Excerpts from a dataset
━━━
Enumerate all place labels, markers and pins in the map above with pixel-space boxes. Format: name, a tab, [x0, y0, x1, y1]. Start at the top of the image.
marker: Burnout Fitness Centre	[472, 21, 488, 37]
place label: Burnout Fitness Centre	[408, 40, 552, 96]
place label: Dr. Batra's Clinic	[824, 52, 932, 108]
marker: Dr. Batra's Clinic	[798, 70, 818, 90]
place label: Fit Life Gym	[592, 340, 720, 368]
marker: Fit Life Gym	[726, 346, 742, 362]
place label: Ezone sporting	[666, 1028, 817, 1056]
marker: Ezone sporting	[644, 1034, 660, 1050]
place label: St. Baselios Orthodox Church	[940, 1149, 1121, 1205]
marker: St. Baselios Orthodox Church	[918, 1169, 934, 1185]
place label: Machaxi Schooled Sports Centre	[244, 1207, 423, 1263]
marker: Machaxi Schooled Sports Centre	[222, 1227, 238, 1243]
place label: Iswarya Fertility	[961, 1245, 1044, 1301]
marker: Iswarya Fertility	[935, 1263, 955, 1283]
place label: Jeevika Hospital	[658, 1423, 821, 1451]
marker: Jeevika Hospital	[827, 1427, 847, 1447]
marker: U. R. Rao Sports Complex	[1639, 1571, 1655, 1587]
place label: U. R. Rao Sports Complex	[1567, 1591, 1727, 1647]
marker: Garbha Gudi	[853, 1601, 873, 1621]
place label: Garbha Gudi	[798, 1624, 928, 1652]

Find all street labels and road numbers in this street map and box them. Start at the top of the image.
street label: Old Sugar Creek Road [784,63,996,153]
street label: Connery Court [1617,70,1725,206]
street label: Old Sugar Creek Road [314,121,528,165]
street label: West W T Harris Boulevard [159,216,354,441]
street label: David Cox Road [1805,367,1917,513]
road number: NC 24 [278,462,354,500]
━━━
Activity
The entries above must be copied verbatim. Leave none out.

Solution
Enumerate all place labels, markers and pins in the map above with pixel-space boxes. Format: name, a tab, [x0, y0, x1, y1]. Start at the top of the image.
marker: Burnout Fitness Centre	[472, 21, 488, 37]
place label: Burnout Fitness Centre	[408, 40, 552, 96]
place label: Dr. Batra's Clinic	[824, 52, 932, 108]
marker: Dr. Batra's Clinic	[798, 70, 818, 90]
place label: Fit Life Gym	[592, 340, 720, 368]
marker: Fit Life Gym	[726, 346, 742, 362]
place label: Ezone sporting	[666, 1028, 817, 1056]
marker: Ezone sporting	[644, 1034, 660, 1050]
place label: St. Baselios Orthodox Church	[940, 1149, 1121, 1205]
marker: St. Baselios Orthodox Church	[918, 1169, 934, 1185]
place label: Machaxi Schooled Sports Centre	[244, 1207, 423, 1263]
marker: Machaxi Schooled Sports Centre	[222, 1227, 238, 1243]
place label: Iswarya Fertility	[961, 1245, 1044, 1301]
marker: Iswarya Fertility	[935, 1263, 955, 1283]
place label: Jeevika Hospital	[658, 1423, 821, 1451]
marker: Jeevika Hospital	[827, 1427, 847, 1447]
marker: U. R. Rao Sports Complex	[1639, 1571, 1655, 1587]
place label: U. R. Rao Sports Complex	[1567, 1591, 1727, 1647]
marker: Garbha Gudi	[853, 1601, 873, 1621]
place label: Garbha Gudi	[798, 1624, 928, 1652]

Find all street labels and road numbers in this street map and box them. Start at the top of the image.
street label: Old Sugar Creek Road [784,63,996,153]
street label: Connery Court [1617,70,1725,206]
street label: Old Sugar Creek Road [314,121,528,165]
street label: West W T Harris Boulevard [159,216,354,441]
street label: David Cox Road [1805,367,1917,513]
road number: NC 24 [278,462,354,500]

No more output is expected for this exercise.